Saturday, October 15, 2011

Tacita Dean - Turbine Hall Tate Modern





I wish I could transport myself to the Tate in London right now because this installation by Tacita Dean looks breath taking. Tacita Deans piece is titled FILM and it is a homage to the dying art form that is analogue film. The last place in London that would actually develop 16mm film is now closing down so there are very few places now left n the world to do this which is pretty sad. I've always wanted to make animations using film like Norman McLaren. What a legend.

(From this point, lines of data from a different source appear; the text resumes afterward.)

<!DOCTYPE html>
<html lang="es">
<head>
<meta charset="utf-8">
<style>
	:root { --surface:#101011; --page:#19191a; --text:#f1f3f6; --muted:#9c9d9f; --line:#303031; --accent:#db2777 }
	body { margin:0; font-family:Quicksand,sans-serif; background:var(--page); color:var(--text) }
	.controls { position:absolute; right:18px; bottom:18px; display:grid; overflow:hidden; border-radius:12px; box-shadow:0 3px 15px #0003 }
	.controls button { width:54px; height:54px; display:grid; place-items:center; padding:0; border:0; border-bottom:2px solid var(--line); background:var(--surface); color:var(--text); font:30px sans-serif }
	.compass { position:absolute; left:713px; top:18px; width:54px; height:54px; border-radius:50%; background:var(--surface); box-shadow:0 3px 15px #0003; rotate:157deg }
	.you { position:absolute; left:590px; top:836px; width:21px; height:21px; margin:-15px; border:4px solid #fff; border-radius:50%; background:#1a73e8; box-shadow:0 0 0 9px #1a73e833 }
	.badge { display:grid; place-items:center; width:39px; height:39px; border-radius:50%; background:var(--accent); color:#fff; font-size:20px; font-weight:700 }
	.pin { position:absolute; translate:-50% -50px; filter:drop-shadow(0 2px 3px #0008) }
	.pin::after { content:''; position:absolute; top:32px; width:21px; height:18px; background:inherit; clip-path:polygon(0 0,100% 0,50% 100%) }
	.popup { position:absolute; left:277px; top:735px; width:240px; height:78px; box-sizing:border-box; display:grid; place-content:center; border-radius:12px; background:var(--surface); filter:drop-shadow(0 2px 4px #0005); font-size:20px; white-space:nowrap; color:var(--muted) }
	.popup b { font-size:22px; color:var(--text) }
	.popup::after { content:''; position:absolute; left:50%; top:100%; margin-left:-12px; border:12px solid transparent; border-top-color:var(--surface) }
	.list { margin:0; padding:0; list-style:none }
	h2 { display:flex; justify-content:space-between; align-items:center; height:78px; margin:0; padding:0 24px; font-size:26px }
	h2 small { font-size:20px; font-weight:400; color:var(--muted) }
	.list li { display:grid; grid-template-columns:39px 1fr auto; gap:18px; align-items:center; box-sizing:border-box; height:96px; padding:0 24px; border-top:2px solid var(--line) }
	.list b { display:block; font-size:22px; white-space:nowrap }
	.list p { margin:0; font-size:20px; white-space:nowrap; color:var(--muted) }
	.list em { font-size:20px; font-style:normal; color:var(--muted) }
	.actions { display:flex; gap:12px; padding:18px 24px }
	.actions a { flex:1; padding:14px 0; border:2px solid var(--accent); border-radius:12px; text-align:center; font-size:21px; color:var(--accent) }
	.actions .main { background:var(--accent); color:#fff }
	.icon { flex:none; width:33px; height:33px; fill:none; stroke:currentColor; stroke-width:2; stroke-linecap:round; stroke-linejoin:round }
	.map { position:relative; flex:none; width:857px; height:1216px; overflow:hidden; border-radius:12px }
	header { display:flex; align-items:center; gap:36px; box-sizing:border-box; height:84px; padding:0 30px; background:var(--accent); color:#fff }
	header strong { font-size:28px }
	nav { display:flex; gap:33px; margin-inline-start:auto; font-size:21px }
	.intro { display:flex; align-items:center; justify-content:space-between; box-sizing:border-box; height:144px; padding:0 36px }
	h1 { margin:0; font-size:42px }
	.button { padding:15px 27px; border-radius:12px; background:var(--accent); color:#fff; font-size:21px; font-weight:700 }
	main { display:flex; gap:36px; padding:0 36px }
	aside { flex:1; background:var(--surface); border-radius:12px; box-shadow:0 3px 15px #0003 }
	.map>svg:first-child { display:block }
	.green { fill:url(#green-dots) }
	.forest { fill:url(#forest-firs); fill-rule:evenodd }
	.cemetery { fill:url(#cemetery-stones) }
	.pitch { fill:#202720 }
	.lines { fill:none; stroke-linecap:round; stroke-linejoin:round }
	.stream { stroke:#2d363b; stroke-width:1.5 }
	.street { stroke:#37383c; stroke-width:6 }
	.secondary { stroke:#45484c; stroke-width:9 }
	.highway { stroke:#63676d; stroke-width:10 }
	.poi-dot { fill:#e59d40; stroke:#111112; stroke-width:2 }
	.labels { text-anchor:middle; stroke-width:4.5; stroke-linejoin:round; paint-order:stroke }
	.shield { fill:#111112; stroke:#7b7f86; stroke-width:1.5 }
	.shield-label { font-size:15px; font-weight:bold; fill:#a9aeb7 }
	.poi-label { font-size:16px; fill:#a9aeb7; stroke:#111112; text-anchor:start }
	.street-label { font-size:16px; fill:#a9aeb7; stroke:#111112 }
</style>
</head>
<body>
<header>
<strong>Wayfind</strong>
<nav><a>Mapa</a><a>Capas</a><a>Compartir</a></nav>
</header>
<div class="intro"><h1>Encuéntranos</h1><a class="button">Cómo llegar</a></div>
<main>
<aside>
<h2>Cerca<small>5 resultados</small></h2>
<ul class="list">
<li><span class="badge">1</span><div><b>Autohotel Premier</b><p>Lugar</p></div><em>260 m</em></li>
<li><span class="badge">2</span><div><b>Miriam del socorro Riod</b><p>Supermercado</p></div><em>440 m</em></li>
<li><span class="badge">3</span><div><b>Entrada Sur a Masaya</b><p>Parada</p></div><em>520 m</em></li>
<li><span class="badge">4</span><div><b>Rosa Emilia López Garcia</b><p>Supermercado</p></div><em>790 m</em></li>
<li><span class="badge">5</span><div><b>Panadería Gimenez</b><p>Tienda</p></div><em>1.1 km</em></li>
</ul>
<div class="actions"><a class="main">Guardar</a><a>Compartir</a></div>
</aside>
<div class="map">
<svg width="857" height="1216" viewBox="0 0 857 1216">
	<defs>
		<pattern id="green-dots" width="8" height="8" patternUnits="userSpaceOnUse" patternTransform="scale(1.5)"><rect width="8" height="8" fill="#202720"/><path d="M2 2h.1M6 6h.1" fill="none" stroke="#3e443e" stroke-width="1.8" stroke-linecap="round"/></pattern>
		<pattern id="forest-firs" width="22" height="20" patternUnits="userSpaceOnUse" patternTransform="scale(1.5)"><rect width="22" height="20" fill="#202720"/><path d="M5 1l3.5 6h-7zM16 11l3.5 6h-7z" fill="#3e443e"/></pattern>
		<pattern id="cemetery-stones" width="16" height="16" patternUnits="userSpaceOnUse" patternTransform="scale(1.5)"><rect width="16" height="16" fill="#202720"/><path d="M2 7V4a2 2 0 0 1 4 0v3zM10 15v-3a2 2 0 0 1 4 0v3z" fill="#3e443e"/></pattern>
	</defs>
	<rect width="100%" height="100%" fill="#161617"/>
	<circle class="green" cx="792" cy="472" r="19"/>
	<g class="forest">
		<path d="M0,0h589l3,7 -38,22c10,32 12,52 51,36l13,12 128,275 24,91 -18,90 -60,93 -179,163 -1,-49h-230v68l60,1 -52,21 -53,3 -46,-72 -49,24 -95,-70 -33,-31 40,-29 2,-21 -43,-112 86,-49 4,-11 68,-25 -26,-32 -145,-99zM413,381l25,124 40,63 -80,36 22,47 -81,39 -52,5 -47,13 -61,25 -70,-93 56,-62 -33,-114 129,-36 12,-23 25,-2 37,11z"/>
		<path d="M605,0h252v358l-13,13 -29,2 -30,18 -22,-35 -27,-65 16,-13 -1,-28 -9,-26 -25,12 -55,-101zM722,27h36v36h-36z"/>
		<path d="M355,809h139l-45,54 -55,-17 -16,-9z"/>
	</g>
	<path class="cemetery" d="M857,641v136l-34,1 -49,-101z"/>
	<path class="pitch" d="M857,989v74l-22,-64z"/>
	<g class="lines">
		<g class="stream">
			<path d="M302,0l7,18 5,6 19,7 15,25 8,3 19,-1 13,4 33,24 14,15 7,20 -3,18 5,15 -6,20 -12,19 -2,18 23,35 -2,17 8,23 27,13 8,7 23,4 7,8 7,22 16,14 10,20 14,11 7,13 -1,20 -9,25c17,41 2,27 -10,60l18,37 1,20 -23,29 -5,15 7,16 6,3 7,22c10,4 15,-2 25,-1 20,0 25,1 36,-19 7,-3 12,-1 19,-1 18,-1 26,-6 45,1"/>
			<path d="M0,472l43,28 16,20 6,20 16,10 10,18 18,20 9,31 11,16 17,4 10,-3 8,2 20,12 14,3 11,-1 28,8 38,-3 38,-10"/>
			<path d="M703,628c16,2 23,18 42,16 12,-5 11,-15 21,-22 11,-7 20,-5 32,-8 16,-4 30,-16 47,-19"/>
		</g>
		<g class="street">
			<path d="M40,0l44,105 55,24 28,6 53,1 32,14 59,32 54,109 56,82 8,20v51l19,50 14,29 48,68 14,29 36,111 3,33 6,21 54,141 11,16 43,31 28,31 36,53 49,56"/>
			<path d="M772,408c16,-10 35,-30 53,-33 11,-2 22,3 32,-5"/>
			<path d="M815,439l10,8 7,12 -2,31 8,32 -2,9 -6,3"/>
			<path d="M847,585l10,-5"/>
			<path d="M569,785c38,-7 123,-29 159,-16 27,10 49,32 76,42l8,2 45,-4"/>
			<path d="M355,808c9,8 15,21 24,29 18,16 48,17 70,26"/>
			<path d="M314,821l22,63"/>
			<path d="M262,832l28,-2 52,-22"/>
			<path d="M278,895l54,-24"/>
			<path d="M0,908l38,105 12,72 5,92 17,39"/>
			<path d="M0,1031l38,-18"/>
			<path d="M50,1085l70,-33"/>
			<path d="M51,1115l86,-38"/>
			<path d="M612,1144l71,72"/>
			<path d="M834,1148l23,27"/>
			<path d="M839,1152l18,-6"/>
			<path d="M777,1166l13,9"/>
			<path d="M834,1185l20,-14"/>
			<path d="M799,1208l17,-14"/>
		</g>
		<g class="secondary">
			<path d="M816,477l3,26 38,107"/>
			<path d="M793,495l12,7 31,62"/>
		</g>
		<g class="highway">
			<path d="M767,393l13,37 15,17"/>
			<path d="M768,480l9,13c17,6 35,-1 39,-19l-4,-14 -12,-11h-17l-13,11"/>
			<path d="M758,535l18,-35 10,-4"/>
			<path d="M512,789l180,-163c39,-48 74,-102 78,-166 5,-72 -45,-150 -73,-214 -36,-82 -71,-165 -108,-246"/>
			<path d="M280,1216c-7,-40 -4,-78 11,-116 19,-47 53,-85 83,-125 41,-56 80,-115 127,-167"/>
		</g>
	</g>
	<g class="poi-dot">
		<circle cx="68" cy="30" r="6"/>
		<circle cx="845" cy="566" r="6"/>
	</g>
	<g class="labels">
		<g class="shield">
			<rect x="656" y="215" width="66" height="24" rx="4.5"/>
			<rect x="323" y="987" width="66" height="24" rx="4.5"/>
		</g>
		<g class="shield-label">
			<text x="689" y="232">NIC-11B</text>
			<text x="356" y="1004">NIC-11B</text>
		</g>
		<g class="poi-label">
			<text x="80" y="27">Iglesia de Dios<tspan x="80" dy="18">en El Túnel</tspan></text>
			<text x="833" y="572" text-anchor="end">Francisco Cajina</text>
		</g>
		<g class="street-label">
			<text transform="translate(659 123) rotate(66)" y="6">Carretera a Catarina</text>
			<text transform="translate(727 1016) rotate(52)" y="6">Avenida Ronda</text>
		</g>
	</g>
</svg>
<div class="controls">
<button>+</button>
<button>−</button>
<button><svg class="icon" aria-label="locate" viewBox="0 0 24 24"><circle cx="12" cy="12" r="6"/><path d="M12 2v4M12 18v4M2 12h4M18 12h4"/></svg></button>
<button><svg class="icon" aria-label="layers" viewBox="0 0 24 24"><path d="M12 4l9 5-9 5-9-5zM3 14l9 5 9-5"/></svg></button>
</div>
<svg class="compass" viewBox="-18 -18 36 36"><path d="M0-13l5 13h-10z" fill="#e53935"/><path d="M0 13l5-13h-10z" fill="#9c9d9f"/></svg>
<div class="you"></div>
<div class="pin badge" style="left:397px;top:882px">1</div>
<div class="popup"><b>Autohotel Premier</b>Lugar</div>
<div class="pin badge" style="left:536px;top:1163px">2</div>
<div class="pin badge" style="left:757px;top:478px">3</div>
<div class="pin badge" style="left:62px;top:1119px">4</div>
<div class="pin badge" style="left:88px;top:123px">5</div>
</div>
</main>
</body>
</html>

Tacita tells a fascinating story of the green sun of madagascar. In Madagascar at a certain time of year the sun apparently goes green. As she sat on a beach filming the sun some questions arose from people around her as to what exactly she was filming when she told them about the green sun of madagascar they began to also film on their digital cameras. They did not see with their naked eyes the green glare of the sun, nor did they see it on the digital camera so she rather disappointedly accepted she had missed the green rays from the sun. It was not until she got her film developed in London that there in one single frame the sun turns green. It was only the film camera that could pick up on the fraction of a second the sun went green for. Amazing.

Her piece in the Turbine hall in the Tate plays with the rhythm between colour and black and white, it has reference to art history and also to artists who have previously shown in the Turbine Hall including Sun Olafur Eliassons "Sun" and Rene Magritte.

"The subjects are connected to the medium I use. it's all about the lights and time and phenomena to some extent, like a rainbow or a gust of wind or even an eclipse or a green ray, things like that. And this is the language of light not the language of binary pixels."